It was said to be unsinkable, but Monday marks the 90th anniversary of the night the Titanic went down. NOREEN BARR talks to the last British survivor of the most famous maritime disaster.

FOR most of us, the sinking of the Titanic is a tragic piece of history, an unforgettable disaster of the 20th Century. But for Millvina Dean, the disaster formed her life. It was an event that changed everything forever.

Now aged 90, Millvina was the youngest survivor of the Titanic, which sunk to the bottom of the North Atlantic just after 2am on April 15, 1912. She was just nine weeks old when she was plucked to safety with her mother and brother.

Her father, Bertram, had sold his London pub to fund third class fares for his family, with the dream of starting a new life as a shopkeeper in Kansas City. But he was to be one of more than 1,500 people who died in the tragedy. Also among the victims was WT Stead, former editor of The Northern Echo, who had reached national prominence for his campaign against child prostitution.

Millvina, who now lives in Hampshire, says: "My mother had only been married for about four years and she thought the world of my father. It was so awful for her that she never wanted to speak about it.

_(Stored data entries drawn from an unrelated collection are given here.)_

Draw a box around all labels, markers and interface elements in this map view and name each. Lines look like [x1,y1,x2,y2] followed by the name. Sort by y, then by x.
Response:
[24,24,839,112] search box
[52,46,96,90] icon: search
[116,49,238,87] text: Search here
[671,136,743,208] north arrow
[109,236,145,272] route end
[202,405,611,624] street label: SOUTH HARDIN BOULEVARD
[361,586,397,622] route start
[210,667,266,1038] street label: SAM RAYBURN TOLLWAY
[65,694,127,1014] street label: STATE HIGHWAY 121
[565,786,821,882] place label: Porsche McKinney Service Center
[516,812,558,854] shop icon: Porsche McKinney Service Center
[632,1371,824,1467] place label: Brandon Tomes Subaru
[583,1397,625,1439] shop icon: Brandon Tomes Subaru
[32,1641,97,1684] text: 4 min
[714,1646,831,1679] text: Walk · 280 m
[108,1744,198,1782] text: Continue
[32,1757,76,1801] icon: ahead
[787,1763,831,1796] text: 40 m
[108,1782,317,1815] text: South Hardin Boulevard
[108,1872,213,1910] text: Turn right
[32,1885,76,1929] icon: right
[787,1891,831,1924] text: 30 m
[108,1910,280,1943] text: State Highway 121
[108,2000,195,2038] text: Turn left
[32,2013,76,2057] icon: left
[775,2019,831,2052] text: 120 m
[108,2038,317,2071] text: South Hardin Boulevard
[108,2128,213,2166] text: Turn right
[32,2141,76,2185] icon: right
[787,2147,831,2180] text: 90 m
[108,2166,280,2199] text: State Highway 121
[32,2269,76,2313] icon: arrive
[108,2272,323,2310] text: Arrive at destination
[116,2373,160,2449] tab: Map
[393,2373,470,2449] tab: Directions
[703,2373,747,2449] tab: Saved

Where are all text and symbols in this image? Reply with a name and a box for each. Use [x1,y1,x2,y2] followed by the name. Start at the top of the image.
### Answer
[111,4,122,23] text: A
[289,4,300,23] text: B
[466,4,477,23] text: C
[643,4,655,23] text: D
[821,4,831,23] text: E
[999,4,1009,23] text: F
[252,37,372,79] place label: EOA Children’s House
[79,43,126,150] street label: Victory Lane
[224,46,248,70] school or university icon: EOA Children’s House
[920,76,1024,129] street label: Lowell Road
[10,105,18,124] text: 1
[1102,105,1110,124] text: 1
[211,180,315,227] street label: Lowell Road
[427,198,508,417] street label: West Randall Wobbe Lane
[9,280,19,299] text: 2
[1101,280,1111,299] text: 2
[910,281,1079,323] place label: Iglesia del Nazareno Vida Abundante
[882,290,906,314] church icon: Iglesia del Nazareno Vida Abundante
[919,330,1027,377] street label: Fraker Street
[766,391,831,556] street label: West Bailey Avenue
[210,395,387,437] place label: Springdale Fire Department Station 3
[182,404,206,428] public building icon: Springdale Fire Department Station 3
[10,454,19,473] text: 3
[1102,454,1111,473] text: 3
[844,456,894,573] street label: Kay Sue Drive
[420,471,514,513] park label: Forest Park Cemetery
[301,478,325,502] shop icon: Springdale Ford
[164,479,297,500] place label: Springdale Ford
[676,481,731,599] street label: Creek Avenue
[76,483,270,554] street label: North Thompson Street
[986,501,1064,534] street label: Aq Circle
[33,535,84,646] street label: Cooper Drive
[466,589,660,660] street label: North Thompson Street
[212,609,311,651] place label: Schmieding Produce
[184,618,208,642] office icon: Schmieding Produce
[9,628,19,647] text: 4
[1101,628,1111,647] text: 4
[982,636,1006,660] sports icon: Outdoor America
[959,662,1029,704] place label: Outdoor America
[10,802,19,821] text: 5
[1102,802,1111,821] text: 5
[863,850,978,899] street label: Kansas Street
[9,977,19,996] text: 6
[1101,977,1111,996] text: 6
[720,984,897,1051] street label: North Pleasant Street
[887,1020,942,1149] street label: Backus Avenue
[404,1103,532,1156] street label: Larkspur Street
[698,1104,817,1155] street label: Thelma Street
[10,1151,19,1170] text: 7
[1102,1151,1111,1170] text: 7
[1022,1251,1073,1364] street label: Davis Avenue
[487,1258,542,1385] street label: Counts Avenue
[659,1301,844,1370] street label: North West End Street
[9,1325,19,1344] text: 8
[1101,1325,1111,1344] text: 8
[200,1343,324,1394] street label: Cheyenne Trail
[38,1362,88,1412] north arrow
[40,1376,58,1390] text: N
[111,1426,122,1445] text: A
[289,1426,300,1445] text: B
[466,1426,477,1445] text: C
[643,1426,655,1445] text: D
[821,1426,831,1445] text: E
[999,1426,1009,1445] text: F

"I think it was my father who saved us, because when he went to find out what the crash was and found the Titanic had hit an iceberg, he immediately went back to my mother and said, 'Get the children up on deck as quickly as possible'.

"So many other people thought the Titanic would never sink and didn't bother. But my father didn't take a chance."

As Millvina's mother Georgetta struggled with her baby and 23-month-old son Bertram Junior, three crewmen pulled them to the front of the queue for lifeboats. But as Georgetta got into lifeboat 13, and Millvina was handed down to her in a mail sack, they were separated from Bertram Jnr, and only reunited again on the Carpathia, which picked up the Titanic's 705 survivors.

The memory of the disaster so haunted Georgetta that she waited until her daughter was eight before telling her about their ordeal, and about the father she never knew.

"I knew nothing about him. In fact, I didn't know what he looked like until a few years ago when a relation died and there was a photograph of my father. That was the first time I'd seen his picture," Millvina says.